## TO DO
Would you please repeat the data exactly as given?

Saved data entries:
- - - -
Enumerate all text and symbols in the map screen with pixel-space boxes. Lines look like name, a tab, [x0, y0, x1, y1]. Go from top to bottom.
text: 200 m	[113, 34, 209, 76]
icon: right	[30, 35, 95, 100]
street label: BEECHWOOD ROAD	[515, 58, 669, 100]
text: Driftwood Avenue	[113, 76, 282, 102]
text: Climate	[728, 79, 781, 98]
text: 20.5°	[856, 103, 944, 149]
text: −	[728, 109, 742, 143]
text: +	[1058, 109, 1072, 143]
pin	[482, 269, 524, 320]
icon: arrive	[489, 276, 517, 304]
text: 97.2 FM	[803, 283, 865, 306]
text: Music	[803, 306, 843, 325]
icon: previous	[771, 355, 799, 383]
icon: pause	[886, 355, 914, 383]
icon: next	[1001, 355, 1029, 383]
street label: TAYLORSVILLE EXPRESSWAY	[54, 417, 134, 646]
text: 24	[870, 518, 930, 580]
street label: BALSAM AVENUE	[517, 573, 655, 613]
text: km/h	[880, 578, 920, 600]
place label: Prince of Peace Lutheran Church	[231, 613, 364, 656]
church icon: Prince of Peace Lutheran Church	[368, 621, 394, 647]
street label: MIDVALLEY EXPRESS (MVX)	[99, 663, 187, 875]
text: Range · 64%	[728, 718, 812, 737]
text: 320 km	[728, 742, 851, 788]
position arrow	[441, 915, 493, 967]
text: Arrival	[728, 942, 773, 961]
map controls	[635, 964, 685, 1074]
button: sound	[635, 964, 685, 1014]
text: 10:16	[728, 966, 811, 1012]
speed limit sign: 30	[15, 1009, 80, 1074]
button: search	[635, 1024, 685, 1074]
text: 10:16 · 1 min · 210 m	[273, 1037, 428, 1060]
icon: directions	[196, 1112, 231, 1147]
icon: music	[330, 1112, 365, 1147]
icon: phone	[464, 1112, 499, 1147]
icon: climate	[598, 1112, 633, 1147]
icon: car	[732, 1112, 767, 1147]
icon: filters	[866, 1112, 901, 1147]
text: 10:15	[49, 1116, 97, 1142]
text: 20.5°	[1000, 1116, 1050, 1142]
- - - -
## ANSWER SECTION
Enumerate all text and symbols in the map screen with pixel-space boxes. Lines look like name, a tab, [x0, y0, x1, y1]. Go from top to bottom.
text: 200 m	[113, 34, 209, 76]
icon: right	[30, 35, 95, 100]
street label: BEECHWOOD ROAD	[515, 58, 669, 100]
text: Driftwood Avenue	[113, 76, 282, 102]
text: Climate	[728, 79, 781, 98]
text: 20.5°	[856, 103, 944, 149]
text: −	[728, 109, 742, 143]
text: +	[1058, 109, 1072, 143]
pin	[482, 269, 524, 320]
icon: arrive	[489, 276, 517, 304]
text: 97.2 FM	[803, 283, 865, 306]
text: Music	[803, 306, 843, 325]
icon: previous	[771, 355, 799, 383]
icon: pause	[886, 355, 914, 383]
icon: next	[1001, 355, 1029, 383]
street label: TAYLORSVILLE EXPRESSWAY	[54, 417, 134, 646]
text: 24	[870, 518, 930, 580]
street label: BALSAM AVENUE	[517, 573, 655, 613]
text: km/h	[880, 578, 920, 600]
place label: Prince of Peace Lutheran Church	[231, 613, 364, 656]
church icon: Prince of Peace Lutheran Church	[368, 621, 394, 647]
street label: MIDVALLEY EXPRESS (MVX)	[99, 663, 187, 875]
text: Range · 64%	[728, 718, 812, 737]
text: 320 km	[728, 742, 851, 788]
position arrow	[441, 915, 493, 967]
text: Arrival	[728, 942, 773, 961]
map controls	[635, 964, 685, 1074]
button: sound	[635, 964, 685, 1014]
text: 10:16	[728, 966, 811, 1012]
speed limit sign: 30	[15, 1009, 80, 1074]
button: search	[635, 1024, 685, 1074]
text: 10:16 · 1 min · 210 m	[273, 1037, 428, 1060]
icon: directions	[196, 1112, 231, 1147]
icon: music	[330, 1112, 365, 1147]
icon: phone	[464, 1112, 499, 1147]
icon: climate	[598, 1112, 633, 1147]
icon: car	[732, 1112, 767, 1147]
icon: filters	[866, 1112, 901, 1147]
text: 10:15	[49, 1116, 97, 1142]
text: 20.5°	[1000, 1116, 1050, 1142]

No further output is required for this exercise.